Hello Fellow Raschies, I'm doing some work analyzing data from a
standardized test that will remain nameless here. In 2008, the
authorities changed from scoring and equating using the Rasch model to
using the 3-PL model. The justification was that in 2008 (compared to
2007) there were sizable changes in the standard deviation of scale
scores at certain grades. This resulted in the mean scale score
declining by a small amount, but since the distribution spread out more,
more students reached the proficiency level: an obvious contradiction
(according to the testing authorities).

The Authorities concluded: "We needed to equate the tests at grades
where reliability changed, using methodology that took changes in
reliability into account ("3-parameter model" instead of "Rasch
1-parameter model")"

This sounds like a bunch of hooey to me.
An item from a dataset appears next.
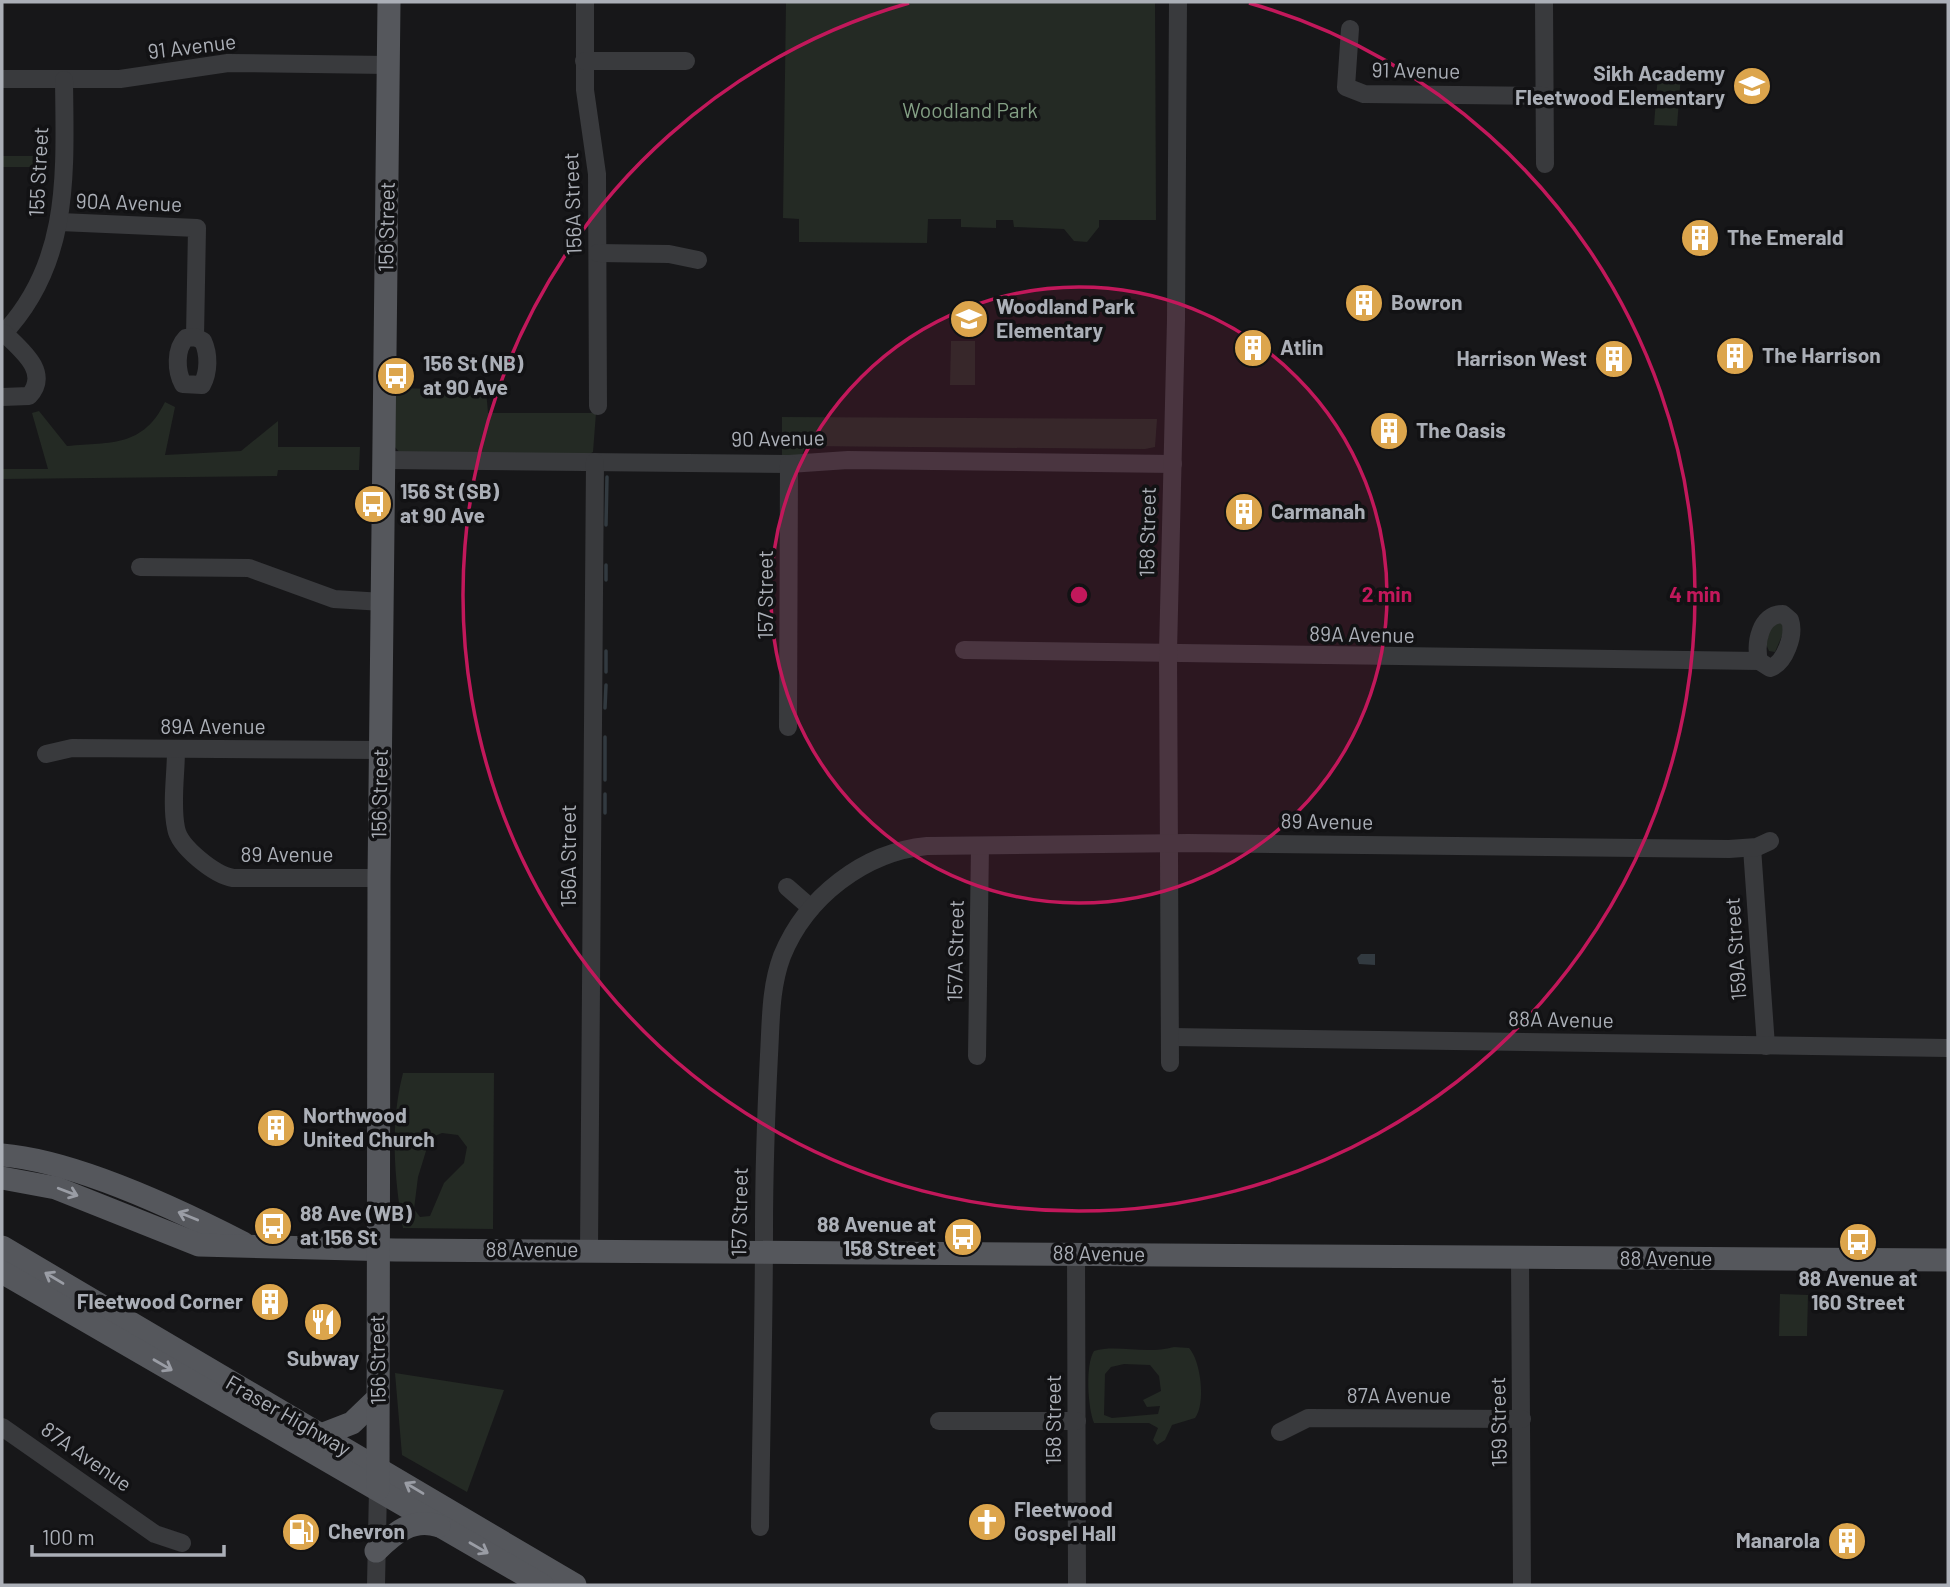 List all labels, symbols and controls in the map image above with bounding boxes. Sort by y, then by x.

My take:
1) Changes in variability (and, as a result, reliability) of test scale
scores is a natural phenomenon and not related to the equating method.
Maintaining score distributions (if you really want to do this) is taken
care of in scaling, not in equating.
2) The apparent contradiction (mean scale score not moving in the same
direction as percentage meeting standards) is due to dichotomizing the
distribution into two groups, "meets standards" and "doesn't meet
standards", which is bound to produce loss of information and introduce
3) The switch from Rasch to 3-PL has nothing to do with practicality or
superiority of one method, but just on the predilections of The

Am I wrong? Is 3-PL actually better for equating when score
distributions change?